Let $$f:[a,b]\rightarrow\mathbb {R}$$ be a differentiable mapping on $$(a,b)$$ with $$a< b$$. If $$f'\in L[a,b]$$, then the following inequality for Riemann-Liouville fractional integrals holds:

\begin{aligned}& \biggl\vert \frac{f(a)+f(b)}{2}-\frac{\Gamma(\alpha+1)}{2(b-a)^{\alpha}} \bigl[J_{a^{+}}^{\alpha}f(b)+J_{b^{-}}^{\alpha}f(a) \bigr]\biggr\vert \\& \quad \leq\frac{b-a}{2(\alpha+1)} \biggl(1-\frac{1}{2^{\alpha}} \biggr) \bigl(\bigl\vert f'(a)\bigr\vert +\bigl\vert f'(b)\bigr\vert \bigr) \end{aligned}
(1.3)

with $$\alpha>0$$.

The Pochhammer k-symbol $$(x)_{n,k}$$ and the k-gamma function $$\Gamma _{k}$$ are defined as follows (see ):

$$(x)_{n,k}:=x(x+k) (x+2k)\cdots \bigl(x+(n-1)k \bigr) \quad (n \in\mathbb {N}; k >0 )$$
(1.4)

and

$$\Gamma_{k}(x):= \lim_{n \rightarrow\infty} \frac{n! k^{n} (nk)^{\frac {x}{k}-1}}{(x)_{n,k}}\quad \bigl(k >0; x \in\mathbb{C}\setminus k \mathbb{Z}_{0}^{-} \bigr),$$
(1.5)

where $$k \mathbb{Z}_{0}^{-}:= \{kn : n \in\mathbb{Z}_{0}^{-} \}$$. It is noted that the case $$k=1$$ of (1.4) and (1.5) reduces to the familiar Pochhammer symbol $$(x)_{n}$$ and the gamma function Γ. The function $$\Gamma_{k}$$ is given by the following integral:

$$\Gamma_{k}(x)= \int_{0}^{\infty}t^{x-1} e^{-\frac{t^{k}}{k}} \,dt \quad \bigl(\Re(x)>0\bigr).$$
(1.6)

The function $$\Gamma_{k}$$ defined on $$\mathbb{R}^{+}$$ is characterized by the following three properties: (i) $$\Gamma_{k}(x+k)=x \Gamma_{k}(x)$$; (ii) $$\Gamma_{k}(k)=1$$; (iii) $$\Gamma _{k}(x)$$ is logarithmically convex.
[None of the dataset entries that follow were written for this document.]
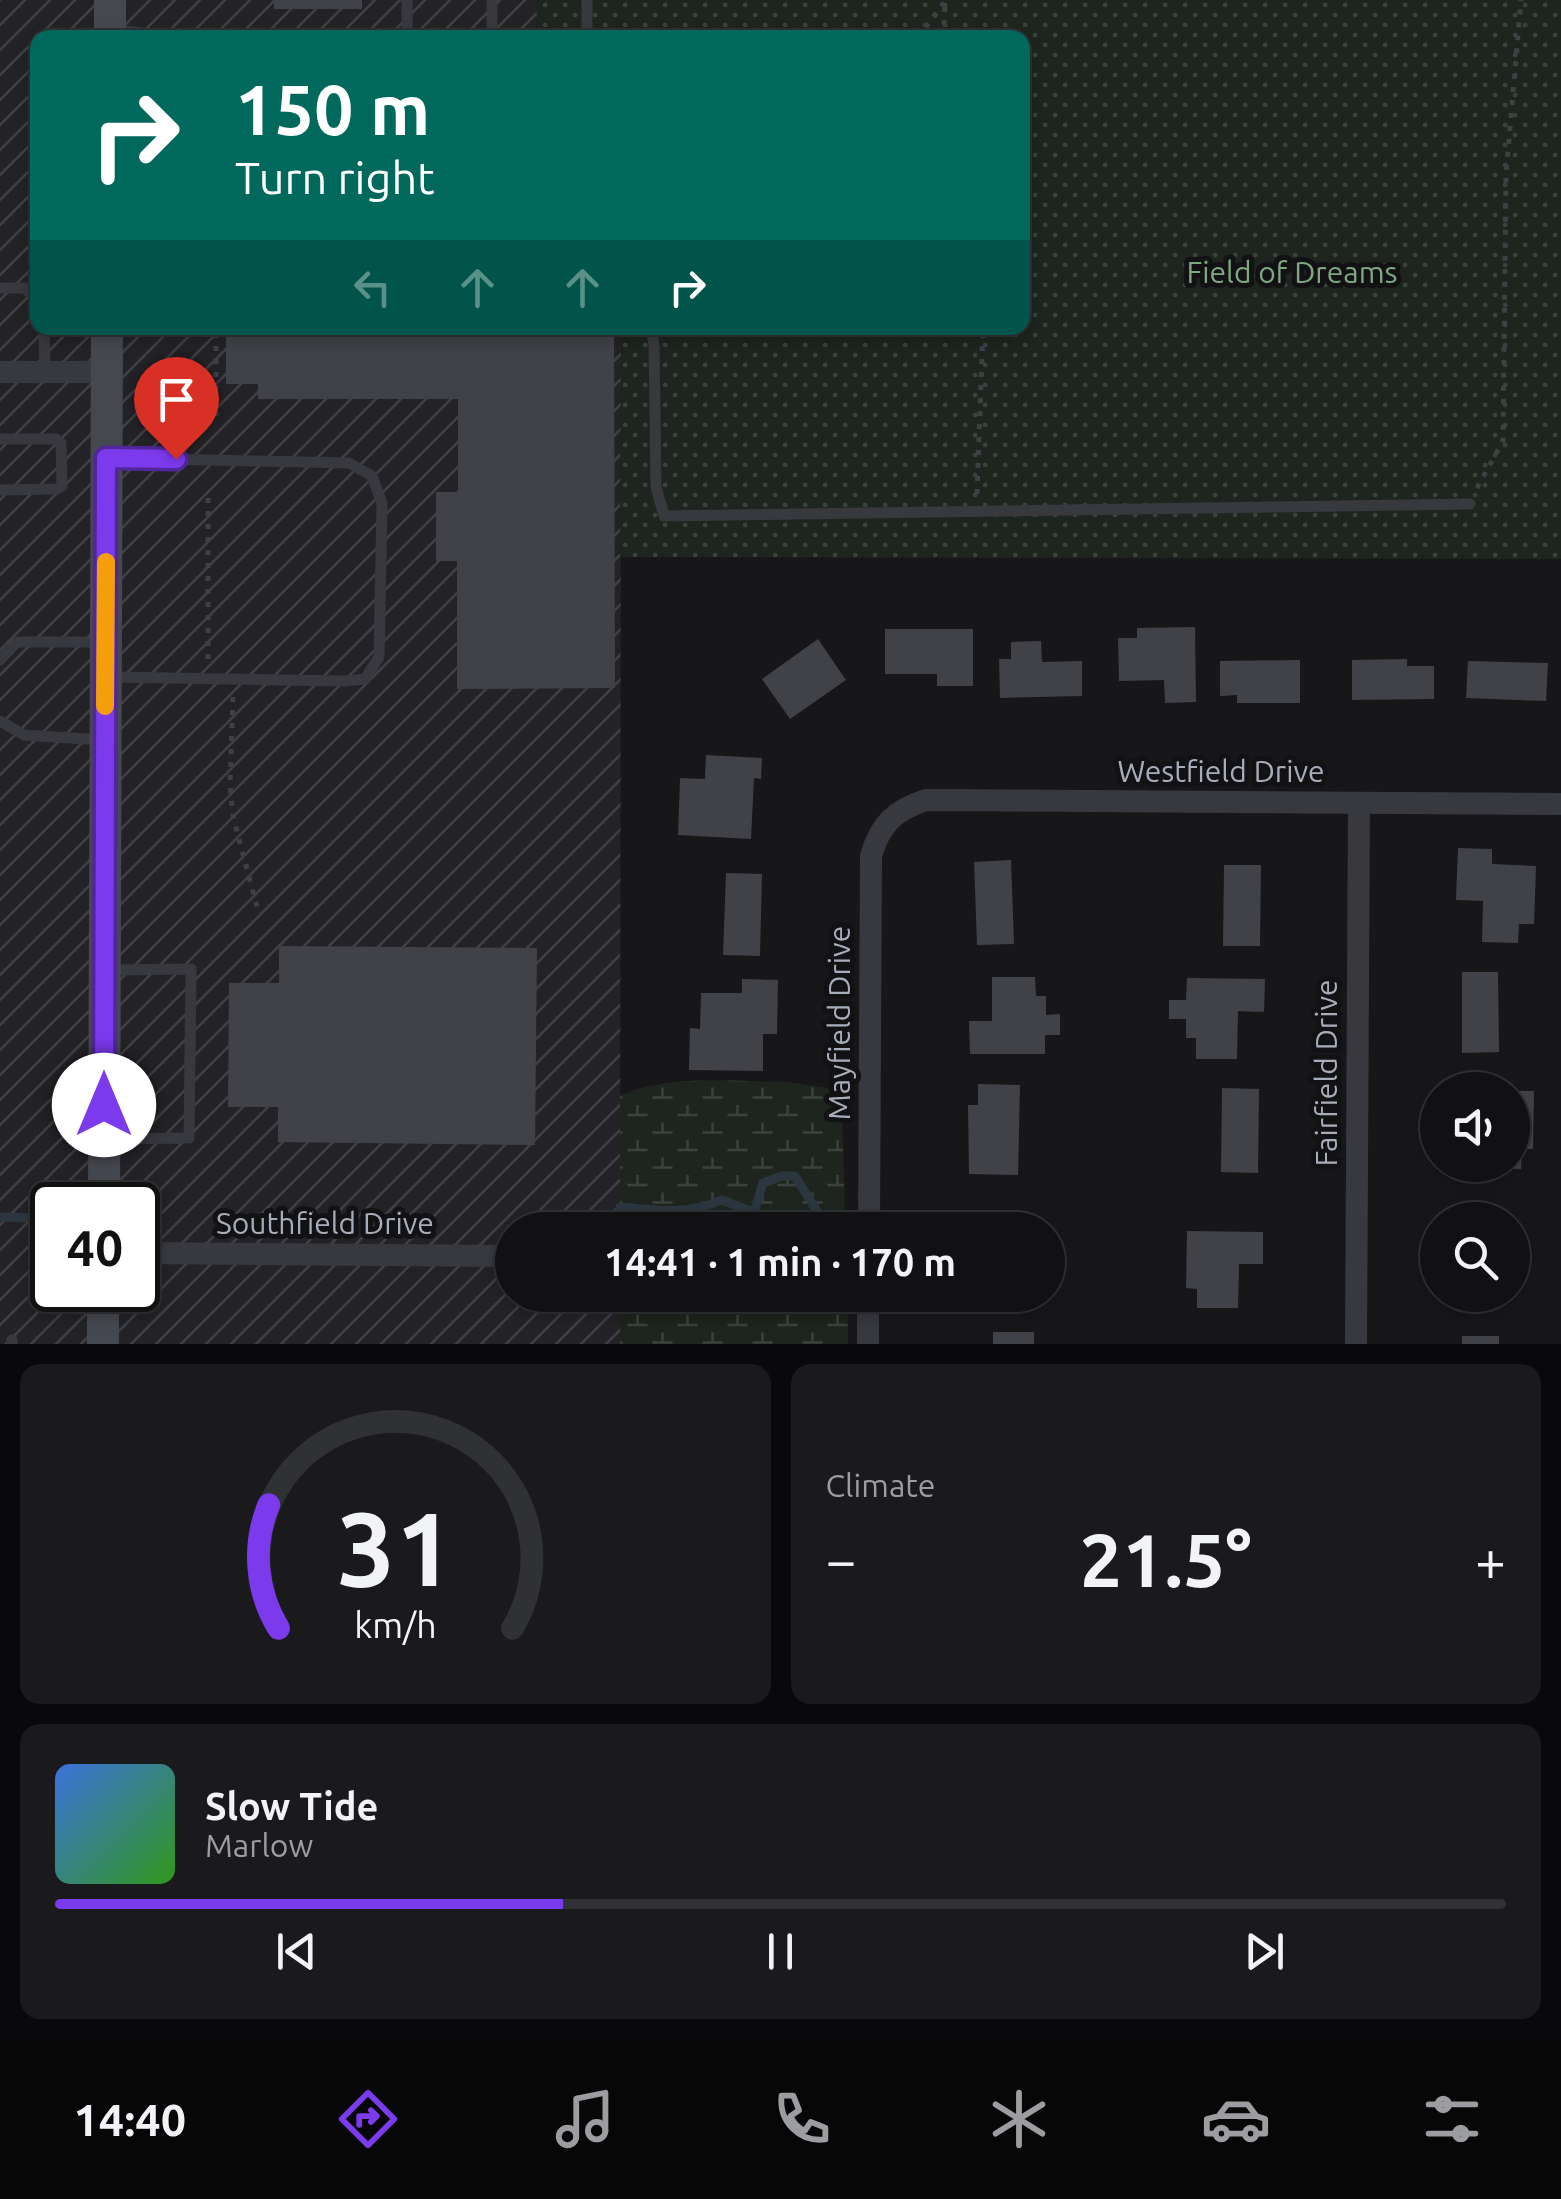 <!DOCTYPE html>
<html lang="en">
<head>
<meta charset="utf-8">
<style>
	:root { --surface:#111114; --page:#1a1a1d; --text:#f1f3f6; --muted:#9c9da0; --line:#303134; --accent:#7c3aed }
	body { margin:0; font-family:Ubuntu,sans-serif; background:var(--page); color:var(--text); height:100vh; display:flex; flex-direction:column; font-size:38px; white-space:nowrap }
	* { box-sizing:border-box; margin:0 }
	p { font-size:32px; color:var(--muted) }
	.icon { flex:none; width:55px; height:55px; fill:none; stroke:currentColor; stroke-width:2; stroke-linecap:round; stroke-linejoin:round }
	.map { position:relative; height:1344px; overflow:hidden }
	.panel { display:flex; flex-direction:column; gap:20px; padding:20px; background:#09090b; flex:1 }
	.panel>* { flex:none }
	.top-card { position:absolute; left:30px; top:30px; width:1000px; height:305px; border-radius:20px; box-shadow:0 5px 15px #0003,0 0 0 2px var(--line); background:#00695c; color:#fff; overflow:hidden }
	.fabs { position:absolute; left:1420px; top:1072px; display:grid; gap:20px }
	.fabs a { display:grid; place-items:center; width:110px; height:110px; border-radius:50%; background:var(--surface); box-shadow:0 5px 15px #0003,0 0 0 2px var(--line); font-size:50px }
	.speed { position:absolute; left:30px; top:1182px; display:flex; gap:20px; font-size:50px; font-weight:700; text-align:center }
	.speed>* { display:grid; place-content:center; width:130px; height:130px; border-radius:50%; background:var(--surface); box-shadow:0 5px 15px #0003,0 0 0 2px var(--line); line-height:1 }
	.speed .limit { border:5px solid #111; border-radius:15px; background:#fff; color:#111 }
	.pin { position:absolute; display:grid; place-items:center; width:85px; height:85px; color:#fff; margin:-102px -42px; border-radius:50% 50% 50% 0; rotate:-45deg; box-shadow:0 0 10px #0007 }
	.pin .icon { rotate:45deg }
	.me { position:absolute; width:110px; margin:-55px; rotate:0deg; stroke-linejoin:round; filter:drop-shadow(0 0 8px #0008) }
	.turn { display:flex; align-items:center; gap:35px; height:210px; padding:0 40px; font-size:45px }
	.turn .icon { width:130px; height:130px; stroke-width:2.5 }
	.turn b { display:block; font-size:70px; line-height:85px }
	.lanes { display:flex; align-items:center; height:95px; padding:0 40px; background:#0003; justify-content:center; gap:50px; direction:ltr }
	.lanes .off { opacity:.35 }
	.big { font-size:75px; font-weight:700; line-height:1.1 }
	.panel .card { flex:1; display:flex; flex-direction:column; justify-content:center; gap:15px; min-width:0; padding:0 35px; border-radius:20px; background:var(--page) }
	.panel .dial { align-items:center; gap:0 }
	.dial svg { height:260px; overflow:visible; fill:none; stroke:var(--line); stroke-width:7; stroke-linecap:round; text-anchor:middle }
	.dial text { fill:var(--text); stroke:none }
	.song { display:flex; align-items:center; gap:30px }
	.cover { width:120px; height:120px; border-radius:15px; background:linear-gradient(135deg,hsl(220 70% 55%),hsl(110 70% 35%)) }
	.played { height:10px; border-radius:5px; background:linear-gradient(90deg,var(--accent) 35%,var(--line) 35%) }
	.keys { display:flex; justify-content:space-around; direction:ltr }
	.heat { display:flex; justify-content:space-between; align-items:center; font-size:55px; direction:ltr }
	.panel .tiles { flex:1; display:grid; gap:20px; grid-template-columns:1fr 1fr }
	.card:last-child { grid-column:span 2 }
	.trip { position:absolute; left:495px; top:1212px; width:570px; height:100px; border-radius:50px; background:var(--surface); box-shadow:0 5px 15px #0003,0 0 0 2px var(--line); font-weight:700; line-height:100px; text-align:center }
	.menu { display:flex; height:160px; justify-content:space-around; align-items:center; background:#070708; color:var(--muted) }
	.menu .icon { width:70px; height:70px }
	.menu .active { color:var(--accent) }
	.menu b { font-size:45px; color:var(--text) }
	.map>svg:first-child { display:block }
</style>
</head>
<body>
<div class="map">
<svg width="1561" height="1344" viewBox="0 0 1561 1344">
	<defs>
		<pattern id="industrial-furrows" width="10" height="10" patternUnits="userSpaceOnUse" patternTransform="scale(2.5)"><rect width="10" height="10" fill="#232327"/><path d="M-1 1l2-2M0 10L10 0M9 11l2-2" fill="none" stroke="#404044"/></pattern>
		<pattern id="wetland-marsh" width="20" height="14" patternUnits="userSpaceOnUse" patternTransform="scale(2.5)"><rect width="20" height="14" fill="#1d251e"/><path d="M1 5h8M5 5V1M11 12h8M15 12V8" fill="none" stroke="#3b423d"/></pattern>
		<pattern id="park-dots" width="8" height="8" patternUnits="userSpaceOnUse" patternTransform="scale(2.5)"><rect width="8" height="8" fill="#1d251e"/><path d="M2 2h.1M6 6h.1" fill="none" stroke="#3b423d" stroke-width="1.8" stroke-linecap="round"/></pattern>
	</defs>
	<rect width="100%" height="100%" fill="#17171a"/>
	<path fill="url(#industrial-furrows)" fill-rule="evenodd" d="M0 0H537L536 37 38 38V328H621L620 1230H512V1295H620V1344H0ZM52 1205H138V1290H52Z"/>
	<g fill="url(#wetland-marsh)">
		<path d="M788 1082 828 1088 842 1117 845 1211 826 1229 644 1230 620 1219V1096C670 1073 735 1082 788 1082Z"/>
		<polygon points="636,1295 825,1295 842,1300 848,1314 848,1344 620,1344 620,1309"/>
	</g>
	<polygon fill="url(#park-dots)" points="537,0 1561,0 1561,559 620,557 621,328 1022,328 1022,38 536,37"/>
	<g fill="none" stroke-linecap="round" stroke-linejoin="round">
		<g stroke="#2c363f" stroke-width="9">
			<path d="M620 1207C661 1210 683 1216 722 1200L750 1211 755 1209 763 1183 782 1176H795L823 1221"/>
			<polyline points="0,1217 52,1218"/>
		</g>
	</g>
	<g fill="#414247">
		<rect x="274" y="0" width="88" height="9"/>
		<polygon points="226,328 614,328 615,688 457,689 457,561 436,561 436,492 458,492 458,399 258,399 258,384 226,384"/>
		<polygon points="1195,627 1196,702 1165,703 1164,680 1119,681 1118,638 1137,638 1137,628"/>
		<polygon points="885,629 973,629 973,686 937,686 937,674 885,674"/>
		<polygon points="818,639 846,680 790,719 762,679"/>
		<polygon points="1041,641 1042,662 1082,661 1082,696 1000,698 999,659 1011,659 1011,642"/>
		<polygon points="1407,659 1407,666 1434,666 1434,699 1352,700 1352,660"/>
		<polygon points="1300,660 1300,703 1237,703 1237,695 1220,696 1220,661"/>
		<polygon points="1468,661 1548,663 1546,701 1466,698"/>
		<polygon points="706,755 762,758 761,779 754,778 751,839 678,835 680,778 705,779"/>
		<polygon points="1458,848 1492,849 1492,864 1536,866 1534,924 1519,924 1518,943 1482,942 1483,901 1456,900"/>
		<polygon points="1011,860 1014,944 977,945 974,862"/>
		<polygon points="1224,865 1261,865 1260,946 1223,946"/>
		<polygon points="726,873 762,874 760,956 723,955"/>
		<polygon points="279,946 537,948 535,1145 278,1142 278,1107 228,1107 229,983 279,983"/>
		<polygon points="1462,972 1498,972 1499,1052 1462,1053"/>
		<polygon points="992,977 1035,977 1036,996 1046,996 1046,1015 1060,1014 1060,1035 1045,1035 1045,1054 970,1054 969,1021 992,1021"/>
		<polygon points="1187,978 1265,979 1264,1012 1238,1011 1237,1059 1196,1059 1196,1038 1186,1038 1186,1019 1169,1019 1169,1000 1186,1000"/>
		<polygon points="742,979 778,980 777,1034 763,1034 763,1071 689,1070 690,1028 700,1029 701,993 742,993"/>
		<polygon points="978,1084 1020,1085 1018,1175 969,1174 968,1105 978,1105"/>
		<polygon points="1222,1088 1259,1089 1258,1173 1221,1172"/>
		<polygon points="1512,1091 1534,1091 1533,1149 1522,1149 1521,1169 1496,1168 1496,1165 1512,1165"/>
		<polygon points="1028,1211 1028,1230 976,1230 976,1212"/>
		<polygon points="1187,1231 1263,1232 1263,1264 1239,1264 1238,1308 1197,1308 1197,1289 1186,1288"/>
		<polygon points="967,1295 1029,1295 1029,1305 967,1306"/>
		<rect x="1458" y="1295" width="42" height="8"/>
		<rect x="993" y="1332" width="41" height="12"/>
		<rect x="1462" y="1336" width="37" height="8"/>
	</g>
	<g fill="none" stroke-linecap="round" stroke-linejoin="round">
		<g stroke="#3e4046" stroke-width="5" stroke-dasharray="5 8" stroke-linecap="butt">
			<polyline points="918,38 946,0"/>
			<polyline points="943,38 945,7"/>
			<polyline points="216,416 216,328"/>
			<polyline points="1477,488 1503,441 1506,174 1521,0"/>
			<polyline points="977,494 983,328"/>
			<polyline points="208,659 208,497"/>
			<polyline points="233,697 230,784 233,816 258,911"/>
		</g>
		<g stroke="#38393f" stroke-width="11">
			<polyline points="114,30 192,38"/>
			<polyline points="407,38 407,0"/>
			<polyline points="492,38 492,0"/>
			<polyline points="587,38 587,0"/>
			<polyline points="0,288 24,288 38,299"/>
			<polyline points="44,328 45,372"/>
			<polyline points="651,328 654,345 656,487 664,516 1470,504"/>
			<polyline points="0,439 56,439 61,443 62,486 57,489 0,490"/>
			<polyline points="0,660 17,642 101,642"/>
			<polyline points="108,677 345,681 365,679 379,657 382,503 372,476 349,463 110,458"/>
			<polyline points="0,721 24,735 102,740"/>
			<polyline points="108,1139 189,1138 191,969 109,970"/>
			<polyline points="12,1344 12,1340"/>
		</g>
		<g stroke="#38393f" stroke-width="22">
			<polyline points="0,372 106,372"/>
			<path d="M869 1230 871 856C880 824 895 810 926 800L1561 804"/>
			<polyline points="138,1253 512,1256"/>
			<polyline points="868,1344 868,1295"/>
			<polyline points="1356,1344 1359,803"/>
		</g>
		<g stroke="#46484f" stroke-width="32">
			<polyline points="110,38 110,0"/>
			<polyline points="104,1205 107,328"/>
			<polyline points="103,1344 103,1290"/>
		</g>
	</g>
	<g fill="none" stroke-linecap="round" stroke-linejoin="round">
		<defs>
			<polyline id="route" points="104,1105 106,458 176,459"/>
		</defs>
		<use href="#route" stroke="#51269a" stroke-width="25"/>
		<use href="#route" stroke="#7c3aed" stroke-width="18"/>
		<polyline stroke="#f59e0b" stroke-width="18" points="105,706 106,562"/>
	</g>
	<g text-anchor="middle" stroke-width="10" stroke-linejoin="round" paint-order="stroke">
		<g font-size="30" fill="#7ea782" stroke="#121215">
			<text x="1292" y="283">Field of Dreams</text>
		</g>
		<g font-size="30" fill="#a8adba" stroke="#121215">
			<text x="1221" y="782">Westfield Drive</text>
			<text transform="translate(840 1023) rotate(-90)" y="10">Mayfield Drive</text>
			<text transform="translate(1327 1073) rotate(-90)" y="10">Fairfield Drive</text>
			<text x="325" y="1234">Southfield Drive</text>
		</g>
	</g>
</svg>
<div class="fabs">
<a><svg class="icon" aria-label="sound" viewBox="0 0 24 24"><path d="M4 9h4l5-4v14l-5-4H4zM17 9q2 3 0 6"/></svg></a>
<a><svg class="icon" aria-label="search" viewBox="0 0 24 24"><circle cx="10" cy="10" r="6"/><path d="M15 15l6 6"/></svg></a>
</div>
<div class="speed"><div class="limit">40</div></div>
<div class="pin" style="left:176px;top:459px;background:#d93025"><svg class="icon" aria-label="arrive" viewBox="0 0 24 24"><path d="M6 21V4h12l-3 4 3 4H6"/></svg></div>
<svg class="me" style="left:104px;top:1105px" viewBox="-20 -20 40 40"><circle r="19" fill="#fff"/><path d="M0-13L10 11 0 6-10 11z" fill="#7c3aed"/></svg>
<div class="trip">14:41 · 1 min · 170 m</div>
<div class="top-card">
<div class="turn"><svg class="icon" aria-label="right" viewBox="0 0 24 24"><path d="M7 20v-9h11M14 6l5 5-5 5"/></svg><div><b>150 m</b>Turn right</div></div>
<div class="lanes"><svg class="icon off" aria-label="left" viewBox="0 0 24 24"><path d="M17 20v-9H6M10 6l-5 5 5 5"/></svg><svg class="icon off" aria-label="ahead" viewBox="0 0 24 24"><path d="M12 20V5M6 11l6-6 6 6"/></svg><svg class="icon off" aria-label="ahead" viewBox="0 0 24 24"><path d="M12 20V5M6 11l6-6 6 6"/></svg><svg class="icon" aria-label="right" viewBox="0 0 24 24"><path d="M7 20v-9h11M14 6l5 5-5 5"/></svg></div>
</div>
</div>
<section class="panel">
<div class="tiles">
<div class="card dial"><svg viewBox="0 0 100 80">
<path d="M14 69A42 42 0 1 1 86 69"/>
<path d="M14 69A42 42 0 0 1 11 31" stroke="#7c3aed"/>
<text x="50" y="56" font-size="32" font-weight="700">31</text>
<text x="50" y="72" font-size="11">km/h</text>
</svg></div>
<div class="card"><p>Climate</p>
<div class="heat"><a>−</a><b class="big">21.5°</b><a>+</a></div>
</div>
<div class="card">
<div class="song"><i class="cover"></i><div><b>Slow Tide</b><p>Marlow</p></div></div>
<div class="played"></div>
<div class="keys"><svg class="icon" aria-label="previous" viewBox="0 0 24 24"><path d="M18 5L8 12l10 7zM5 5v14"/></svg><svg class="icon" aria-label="pause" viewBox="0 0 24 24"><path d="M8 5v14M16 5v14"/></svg><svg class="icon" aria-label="next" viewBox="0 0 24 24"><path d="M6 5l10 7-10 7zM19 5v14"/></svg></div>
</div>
</div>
</section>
<nav class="menu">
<b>14:40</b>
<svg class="icon active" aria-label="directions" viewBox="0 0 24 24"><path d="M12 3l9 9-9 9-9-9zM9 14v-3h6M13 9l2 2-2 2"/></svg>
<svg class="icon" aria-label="music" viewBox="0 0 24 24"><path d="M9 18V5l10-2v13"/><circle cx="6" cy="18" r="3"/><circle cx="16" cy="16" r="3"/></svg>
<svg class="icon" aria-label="phone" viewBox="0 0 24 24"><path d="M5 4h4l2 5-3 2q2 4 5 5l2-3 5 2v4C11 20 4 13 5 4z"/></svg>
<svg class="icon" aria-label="climate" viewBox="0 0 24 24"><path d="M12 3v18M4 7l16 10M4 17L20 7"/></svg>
<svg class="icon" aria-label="car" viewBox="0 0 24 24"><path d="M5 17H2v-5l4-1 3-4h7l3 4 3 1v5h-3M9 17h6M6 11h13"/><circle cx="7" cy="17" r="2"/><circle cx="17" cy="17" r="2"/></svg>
<svg class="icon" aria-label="filters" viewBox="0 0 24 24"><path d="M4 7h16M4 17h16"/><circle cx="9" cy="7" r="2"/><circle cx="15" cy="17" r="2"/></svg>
</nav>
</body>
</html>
It is easy to see that

$$\Gamma_{k}(x)= k^{\frac{x}{k}-1} \Gamma \biggl( \frac{x}{k} \biggr)\quad \bigl(\Re (x)>0; k >0 \bigr).$$
(1.7)

We want to recall the preliminaries and notations of some well-known fractional integral operators that will be used to obtain some remarks and corollaries.

The $$(k,s)$$-Riemann-Liouville fractional integral operator $$_{k}^{s}\mathcal{J}_{a}^{\alpha}$$ of order $$\alpha>0$$ for a real-valued continuous function $$f(t)$$ is defined as (see , p.79, 2.1. Definition):

$${}_{k}^{s}\mathcal{J}_{a}^{\alpha}f(x)=\frac{(s+1)^{1-\frac{\alpha }{k}}}{k\Gamma_{k}(\alpha)} \int_{a}^{x}\bigl(x^{s+1}-t^{s+1} \bigr)^{\frac{\alpha }{k}-1}t^{s}f(t)\,dt,$$
(1.8)

where $$k>0$$, $$\beta>0$$ and $$s \in\mathbb{R}\setminus\{-1\}$$.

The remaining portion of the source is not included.